Principal Plans Website

  • Mario Fernandez
Amazing opportunity of working closely with the founder and CEO of Principal Plans in their new 2015 website. It took approximately 1 month, with meetings each week. The roadmap ran like this:

WEEK 1: INTERVIEW WITH THE FOUNDER

The main goal was to capture their business needs at the highest level. Using this opportunity to let the user talk around their problems/goals freely (the client’s perception of their problem is just as important of what they’ve asked you to build).
After establishing a context for both myself and the client it was time to ask more direct questions around branding, feature requirements etc. to begin the speicifcation process for the project.

WEEK 2: WEBSITE CONTENT REVIEW AND OPTIMISATION

Started creating content for the site, ensuring the tone and message is consistent throughout the site and reflective of brand. After the basic copy has been drafted it’s important to redo it for the purpose of SEO, hitting as many keywords as possible.
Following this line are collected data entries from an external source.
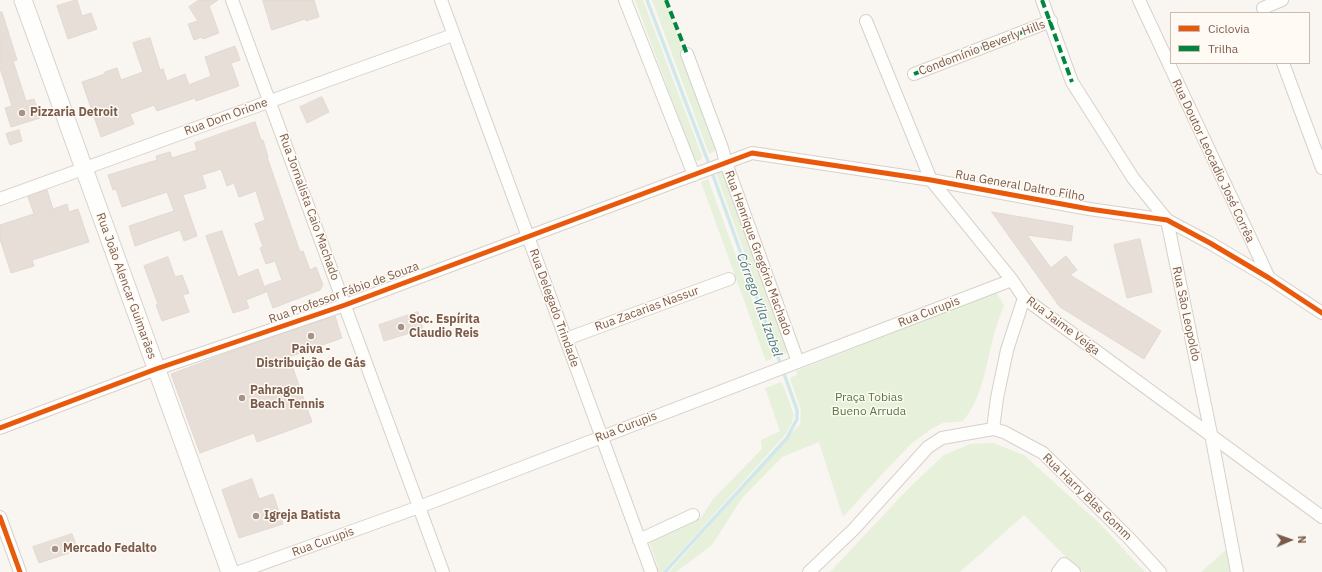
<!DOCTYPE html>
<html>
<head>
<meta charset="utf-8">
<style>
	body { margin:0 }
	#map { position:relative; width:1322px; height:572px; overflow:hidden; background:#f9f5f0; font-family:"IBM Plex Sans",sans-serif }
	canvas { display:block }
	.legend { position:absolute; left:1170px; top:12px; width:140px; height:52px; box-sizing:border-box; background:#fffaf3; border:1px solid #cabbb1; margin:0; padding:5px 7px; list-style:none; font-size:12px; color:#7a5c4d }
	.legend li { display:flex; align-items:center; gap:8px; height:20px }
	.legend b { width:20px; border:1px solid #cabbb1 }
	.north { position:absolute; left:1270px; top:520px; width:40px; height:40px; -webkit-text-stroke:3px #fffaf3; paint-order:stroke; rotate:88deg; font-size:11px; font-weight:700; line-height:16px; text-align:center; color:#7a5c4d }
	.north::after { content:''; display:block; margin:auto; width:14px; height:18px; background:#7a5c4d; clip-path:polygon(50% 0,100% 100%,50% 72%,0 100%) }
</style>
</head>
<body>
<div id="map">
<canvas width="1322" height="572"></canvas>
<ul class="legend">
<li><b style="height:5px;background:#e8590c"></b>Ciclovia</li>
<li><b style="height:5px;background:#00873e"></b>Trilha</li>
</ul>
<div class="north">N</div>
</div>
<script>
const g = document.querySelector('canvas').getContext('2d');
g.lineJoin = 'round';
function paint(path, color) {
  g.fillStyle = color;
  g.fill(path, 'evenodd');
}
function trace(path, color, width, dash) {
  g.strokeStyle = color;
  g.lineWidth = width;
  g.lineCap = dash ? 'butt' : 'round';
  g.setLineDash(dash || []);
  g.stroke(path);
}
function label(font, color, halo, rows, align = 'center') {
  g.font = font + ' "IBM Plex Sans",sans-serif';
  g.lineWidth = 3;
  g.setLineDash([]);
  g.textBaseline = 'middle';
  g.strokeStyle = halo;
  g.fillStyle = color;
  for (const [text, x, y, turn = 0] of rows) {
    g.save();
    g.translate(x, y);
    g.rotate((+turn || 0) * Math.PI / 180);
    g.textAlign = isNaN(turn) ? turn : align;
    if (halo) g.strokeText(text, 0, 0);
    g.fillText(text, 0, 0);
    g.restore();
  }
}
paint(new Path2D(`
	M635,0H643L702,156L701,160L697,161L694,159Z
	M652,0H665L674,25L668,28L674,26L717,150L709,154Z
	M723,171L788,353L781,356L716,173Z
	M708,179L773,358L766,361L701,182Z
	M996,292L1004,305C1000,315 997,324 994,334C986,364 983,397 963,421L943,423L931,429L911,444L886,470L843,517L819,442L782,457L742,498L712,545L676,572H669L800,424L801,410L790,378L797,375L796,371Z
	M782,382L794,415L791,425L785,435L662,572H654L658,567L649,541L701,518L713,499L762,449L761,440L780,431L765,388Z
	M993,443L1024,455L1099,523L1145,572H1083L1069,560L1024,515L960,572H830L909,488L944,455L970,444Z
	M1227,549L1231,572H1201Z`), '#e7f0db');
trace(new Path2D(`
	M647,0L709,164L797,410V419L787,438L665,572`), '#d0e8ea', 3.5);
const building = new Path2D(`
	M77,0L82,16L91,13L97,29L68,39L57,6Z
	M199,0H218L209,6L219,33L203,39L202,37L194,40L188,24L198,21L189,7Z
	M263,0H314L319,17L306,21L305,19L272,30Z
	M0,12H2L17,60L13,61L26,101L34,99L40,118L11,127L5,108L12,106L0,68Z
	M150,38L160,70L163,69L167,81L185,74L189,85L211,76L205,57L235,46L240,60L231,63L239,86L196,101L195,98L157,111L154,105L130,114L134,124L101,137L82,82L105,74V72L117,68L121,80L143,72L133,43Z
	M322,97L329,112L307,123L300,107Z
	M255,122L261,140H263L268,157H267L300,252L303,251L310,270L316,267L323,285L320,290L273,308L265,286L282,280L275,261L266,264L260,248L263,247L255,224L265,220L256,191L239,197L234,183L227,186L221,169L202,175L206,188L183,195L197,236L184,241L180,230L135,246L129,226L174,211L167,192L122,207L116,189L113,190L108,175L157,160L156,156L170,152L172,158L197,150L195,143Z
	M19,130L22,141L10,145L6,134Z
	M47,190L53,209L67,204L69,212L78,209L89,242L32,260L34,266L11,273L0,239V225L34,214L28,197Z
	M992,212L1073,226L1071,241L1027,235L1051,268L1066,256L1077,270L1070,275L1161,331L1144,359L1060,307Z
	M222,231L238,277L258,269L266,292L246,300L249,308L233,313L206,236Z
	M1140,239L1152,292L1127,298L1114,245Z
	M168,257L175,277L182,275L189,293L183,295L189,312L162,321L156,305L158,304L144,266Z
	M418,312L423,329L384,341L379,325Z
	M335,316L342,338L289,357L312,422L257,442L254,433L200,453L171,374L241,348Z
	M252,479L259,499L273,494L283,524L239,538L222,490Z
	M72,534L78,550L39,563L33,547Z`);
paint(building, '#e6ded7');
trace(building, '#e2d8d2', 1);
const minor = new Path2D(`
	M232,0L443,572
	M441,0L651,571
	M625,0L694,175
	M1042,0L1072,82L1133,178L1167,220L1211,434L1237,572
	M1139,0L1269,278
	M1263,8L1282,0
	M866,21L931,180L1012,280L1024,298L1322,517
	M687,54L722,148L726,163L798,362
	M1283,63L1322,168
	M914,74L1051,21
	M0,199L453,35
	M566,339L729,279
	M0,428L156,369L345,305L752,153L931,180L1089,209L1167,220L1210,243L1269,278L1322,313
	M993,429L997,398L1007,350L1024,298
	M0,517L20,572
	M639,540L693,515
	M239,572L419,507L1012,280
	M809,572L854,529L928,447L942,438L993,429L1004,432L1043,453L1129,538L1160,572
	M1058,572L1064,564L1074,572`);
const secondary = new Path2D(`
	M23,0L230,572`);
trace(minor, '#d7d1cb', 14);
trace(secondary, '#d9d2cb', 19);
trace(minor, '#fefefd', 12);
trace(secondary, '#fefefd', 17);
trace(new Path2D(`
	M666,0L687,54
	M1042,0L1072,82
	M914,74L1051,21`), '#00873e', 4, [8, 4]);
trace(new Path2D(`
	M0,428L156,369L345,305L752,153L931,180L1089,209L1167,220L1210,243L1269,278L1322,313
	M0,517L20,572`), '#e8590c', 5);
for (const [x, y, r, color] of [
	[22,113,4,"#a69286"],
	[401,327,4,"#a69286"],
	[311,336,4,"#a69286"],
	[242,398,4,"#a69286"],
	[256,516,4,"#a69286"],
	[55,549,4,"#a69286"]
]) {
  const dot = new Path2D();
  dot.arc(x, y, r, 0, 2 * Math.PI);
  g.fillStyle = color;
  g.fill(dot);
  trace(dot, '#fffaf3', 1.5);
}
label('12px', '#7a5c4d', '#fffaf3', [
	["Condomínio Beverly Hills",982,48,-21],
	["Rua Dom Orione",226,117,-20],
	["Rua Doutor Leocadio José Corrêa",1213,161,65],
	["Rua General Daltro Filho",1020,186,10],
	["Rua Jornalista Caio Machado",309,207,70],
	["Rua Henrique Gregório Machado",758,253,70],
	["Rua João Alencar Guimarães",126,286,70],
	["Rua Professor Fábio de Souza",344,293,-20],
	["Rua Delegado Trindade",554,308,70],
	["Rua Zacarias Nassur",647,309,-20],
	["Rua Curupis",929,312,-21],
	["Rua São Leopoldo",1186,314,78],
	["Rua Jaime Veiga",1063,326,37],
	["Rua Curupis",626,427,-21],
	["Rua Harry Blas Gomm",1087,497,44],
	["Rua Curupis",323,542,-20]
]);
label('bold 12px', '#7a5c4d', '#fffaf3', [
	["Pizzaria Detroit",30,113],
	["Soc. Espírita",409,320],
	["Claudio Reis",409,334],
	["Paiva -",311,350,"center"],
	["Distribuição de Gás",311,364,"center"],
	["Pahragon",250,391],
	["Beach Tennis",250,405],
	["Igreja Batista",264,516],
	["Mercado Fedalto",63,549]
], 'left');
label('12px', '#537a41', '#fffaf3', [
	["Praça Tobias",869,398],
	["Bueno Arruda",869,412]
]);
label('italic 13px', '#437c86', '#fffaf3', [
	["Córrego Vila Izabel",759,305,70]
]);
</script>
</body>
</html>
WEEK 3: LO-RES WIREFRAMES AND INSPIRATION

I personally prefer to start with drawing wireframe ideas on paper, sometimes even the complete site navigation. Although some clients might not like you showing up in week 3 meeting with a bunch of drawings... I love it!
It’s all about driving the client through the whole experience; starting from the draft-hand drawn wireframes, moving to website examples and competitors sites, some imagery moodboards and colour inspiration and I always leave for last a sneak peek of how the homepage could look like...

WEEK 4: DEVELOPMENT, DELIVERY AND FUTURE PLANNING

It is now when all the time and effort put into preparation pays off. All the content, site navigation, site structure, imagery and colour has been already discussed so all left is open up Brackets/Sublime text and start copy & pasting ;)
Once the site is complete it’s presentation time! This becomes a lot easier if you have included the client from day 1. The outcome was :
A site that the client loves Because it feels like you've built it together (although the client didn't do much of the work!)